Thursday, May 06, 2004

In which I diagnose a problem

Is it time to change to a more permissive definition of the word diagnose?

Some background: Some people object to the diagnosing of a person (She was diagnosed with cancer in 1990), saying only the disease can be diagnosed (Doctors diagnosed her cancer in 1990).

The Columbia Guide to Standard American English, 1993, published at, says: Diagnose is usually considered Standard with either a malady or a person as direct object: Physicians had diagnosed measles in the schools. Dr. Smith diagnosed Fred as having chicken pox. But some conservatives object to the use of a person as either direct object or subject of a passive diagnose, as in Fred's sister was diagnosed as having measles too, except in Conversational or Informal use, and some editors will not permit either use in Edited English.
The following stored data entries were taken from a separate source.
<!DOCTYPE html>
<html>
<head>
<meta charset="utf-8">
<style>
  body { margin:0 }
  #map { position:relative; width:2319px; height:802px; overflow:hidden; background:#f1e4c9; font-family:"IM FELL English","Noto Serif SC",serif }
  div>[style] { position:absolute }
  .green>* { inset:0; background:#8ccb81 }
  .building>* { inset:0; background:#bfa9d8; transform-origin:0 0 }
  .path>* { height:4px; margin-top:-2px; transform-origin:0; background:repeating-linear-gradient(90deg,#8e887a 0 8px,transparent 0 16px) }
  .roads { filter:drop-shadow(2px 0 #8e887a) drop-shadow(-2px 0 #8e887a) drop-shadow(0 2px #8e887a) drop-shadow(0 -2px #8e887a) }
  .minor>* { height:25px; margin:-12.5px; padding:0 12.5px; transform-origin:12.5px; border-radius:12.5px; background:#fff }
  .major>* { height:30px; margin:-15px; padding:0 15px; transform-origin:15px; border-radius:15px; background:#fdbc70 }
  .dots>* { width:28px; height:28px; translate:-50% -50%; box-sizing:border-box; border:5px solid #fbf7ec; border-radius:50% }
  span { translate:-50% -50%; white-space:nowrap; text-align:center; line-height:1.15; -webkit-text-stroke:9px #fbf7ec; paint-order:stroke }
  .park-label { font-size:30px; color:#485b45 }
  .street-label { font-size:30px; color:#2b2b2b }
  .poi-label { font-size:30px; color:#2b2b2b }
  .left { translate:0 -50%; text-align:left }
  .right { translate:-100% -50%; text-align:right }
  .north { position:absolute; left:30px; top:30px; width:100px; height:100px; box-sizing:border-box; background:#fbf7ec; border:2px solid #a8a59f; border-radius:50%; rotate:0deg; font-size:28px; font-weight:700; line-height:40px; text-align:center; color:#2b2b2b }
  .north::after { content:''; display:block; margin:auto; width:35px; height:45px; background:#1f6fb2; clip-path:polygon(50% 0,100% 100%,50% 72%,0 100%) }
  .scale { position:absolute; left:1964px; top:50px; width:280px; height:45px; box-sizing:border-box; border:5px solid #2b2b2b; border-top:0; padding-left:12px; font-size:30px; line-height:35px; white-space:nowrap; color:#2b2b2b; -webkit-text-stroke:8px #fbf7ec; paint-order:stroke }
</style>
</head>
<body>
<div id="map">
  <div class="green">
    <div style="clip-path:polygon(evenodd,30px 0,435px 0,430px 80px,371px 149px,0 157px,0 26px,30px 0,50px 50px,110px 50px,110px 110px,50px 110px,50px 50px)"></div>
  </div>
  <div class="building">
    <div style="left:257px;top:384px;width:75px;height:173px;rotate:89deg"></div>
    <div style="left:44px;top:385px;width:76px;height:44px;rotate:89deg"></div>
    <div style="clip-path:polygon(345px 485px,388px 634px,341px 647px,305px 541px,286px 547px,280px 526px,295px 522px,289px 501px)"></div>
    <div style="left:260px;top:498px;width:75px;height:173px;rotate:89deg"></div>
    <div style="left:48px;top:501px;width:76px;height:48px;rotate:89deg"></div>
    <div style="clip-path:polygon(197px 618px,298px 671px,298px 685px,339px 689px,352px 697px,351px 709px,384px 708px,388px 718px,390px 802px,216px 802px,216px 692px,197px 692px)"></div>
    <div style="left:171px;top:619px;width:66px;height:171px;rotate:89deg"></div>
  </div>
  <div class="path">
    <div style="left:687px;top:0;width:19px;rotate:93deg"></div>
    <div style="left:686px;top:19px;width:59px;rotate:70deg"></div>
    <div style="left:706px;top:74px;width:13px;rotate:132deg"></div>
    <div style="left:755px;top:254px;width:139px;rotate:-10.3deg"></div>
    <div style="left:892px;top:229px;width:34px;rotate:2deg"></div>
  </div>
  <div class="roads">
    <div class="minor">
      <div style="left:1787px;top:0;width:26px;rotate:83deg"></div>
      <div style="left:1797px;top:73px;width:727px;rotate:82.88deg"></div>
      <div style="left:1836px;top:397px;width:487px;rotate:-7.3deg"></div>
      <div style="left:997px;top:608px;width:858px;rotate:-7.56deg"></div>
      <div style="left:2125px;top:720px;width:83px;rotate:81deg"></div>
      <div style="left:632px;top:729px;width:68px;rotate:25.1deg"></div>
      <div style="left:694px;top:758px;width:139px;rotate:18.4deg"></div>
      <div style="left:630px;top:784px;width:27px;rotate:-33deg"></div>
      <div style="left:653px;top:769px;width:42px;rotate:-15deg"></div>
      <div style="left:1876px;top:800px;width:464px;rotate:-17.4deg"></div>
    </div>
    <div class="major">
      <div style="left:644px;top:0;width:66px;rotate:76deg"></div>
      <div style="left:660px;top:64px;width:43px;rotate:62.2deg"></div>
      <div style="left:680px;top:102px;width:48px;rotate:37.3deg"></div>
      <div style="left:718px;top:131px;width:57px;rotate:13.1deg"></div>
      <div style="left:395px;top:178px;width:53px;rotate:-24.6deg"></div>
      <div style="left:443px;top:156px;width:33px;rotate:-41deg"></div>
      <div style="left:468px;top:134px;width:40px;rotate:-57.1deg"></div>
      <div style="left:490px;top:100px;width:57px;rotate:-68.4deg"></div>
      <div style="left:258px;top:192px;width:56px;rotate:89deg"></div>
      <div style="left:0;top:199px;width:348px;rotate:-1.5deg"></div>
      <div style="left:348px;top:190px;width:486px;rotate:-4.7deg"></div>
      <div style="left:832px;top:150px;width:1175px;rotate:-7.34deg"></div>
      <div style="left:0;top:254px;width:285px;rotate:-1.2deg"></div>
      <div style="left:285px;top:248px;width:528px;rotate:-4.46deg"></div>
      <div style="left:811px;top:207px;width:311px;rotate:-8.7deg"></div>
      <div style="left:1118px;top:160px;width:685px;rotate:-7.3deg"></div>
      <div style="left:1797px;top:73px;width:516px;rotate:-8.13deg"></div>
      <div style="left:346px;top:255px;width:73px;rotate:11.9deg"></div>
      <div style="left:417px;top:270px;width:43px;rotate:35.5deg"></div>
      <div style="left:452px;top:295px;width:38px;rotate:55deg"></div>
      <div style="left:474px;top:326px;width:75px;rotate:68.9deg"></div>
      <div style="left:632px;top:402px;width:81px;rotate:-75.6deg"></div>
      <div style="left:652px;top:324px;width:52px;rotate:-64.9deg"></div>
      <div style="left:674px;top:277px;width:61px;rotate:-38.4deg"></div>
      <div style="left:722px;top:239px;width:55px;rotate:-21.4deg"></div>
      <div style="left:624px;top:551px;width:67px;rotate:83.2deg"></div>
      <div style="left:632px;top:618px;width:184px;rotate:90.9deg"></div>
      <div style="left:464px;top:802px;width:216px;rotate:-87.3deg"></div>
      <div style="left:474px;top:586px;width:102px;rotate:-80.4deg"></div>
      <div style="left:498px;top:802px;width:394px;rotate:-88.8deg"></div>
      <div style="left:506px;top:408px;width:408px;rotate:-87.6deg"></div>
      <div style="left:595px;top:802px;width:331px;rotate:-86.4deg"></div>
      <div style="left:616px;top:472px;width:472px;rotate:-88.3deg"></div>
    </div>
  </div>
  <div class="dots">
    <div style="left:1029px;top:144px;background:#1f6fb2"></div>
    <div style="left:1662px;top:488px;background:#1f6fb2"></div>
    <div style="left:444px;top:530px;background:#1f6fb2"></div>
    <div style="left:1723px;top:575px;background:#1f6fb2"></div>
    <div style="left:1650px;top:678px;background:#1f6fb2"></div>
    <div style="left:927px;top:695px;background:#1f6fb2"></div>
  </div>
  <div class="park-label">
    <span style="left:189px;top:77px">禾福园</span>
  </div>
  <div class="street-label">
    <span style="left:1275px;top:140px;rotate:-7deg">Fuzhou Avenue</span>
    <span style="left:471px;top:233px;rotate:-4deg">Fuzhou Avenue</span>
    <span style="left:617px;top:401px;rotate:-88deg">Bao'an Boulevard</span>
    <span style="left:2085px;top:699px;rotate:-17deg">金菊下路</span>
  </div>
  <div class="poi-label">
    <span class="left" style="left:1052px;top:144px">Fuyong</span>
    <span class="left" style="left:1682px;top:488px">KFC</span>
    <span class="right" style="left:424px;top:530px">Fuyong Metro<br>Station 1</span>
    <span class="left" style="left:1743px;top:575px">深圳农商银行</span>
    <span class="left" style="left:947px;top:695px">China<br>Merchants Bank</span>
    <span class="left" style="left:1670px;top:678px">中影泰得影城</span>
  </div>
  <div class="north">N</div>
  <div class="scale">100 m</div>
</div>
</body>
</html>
Webster's and Merriam-Webster allow for the passive use. Most of the stylebooks I have don't mention the word, including the AP stylebook.

The New York Times Manual of Style and Usage has an entry: "The disease, not the patient, is diagnosed. Do not write: She was diagnosed with cancer."

Bremner's Words on Words says: "A condition is diagnosed, not a person."

This is a word that I see used more often "wrong" than "right," however. And, much like host and contact, there is no quick replacement. One can always write around diagnose. But I don't always think the rewrites are better. No one is confused by "I was diagnosed with ADD," just as no one is confused by "I'm going to host the party" or "Contact the source by phone."

Is there a reason to maintain the distinction?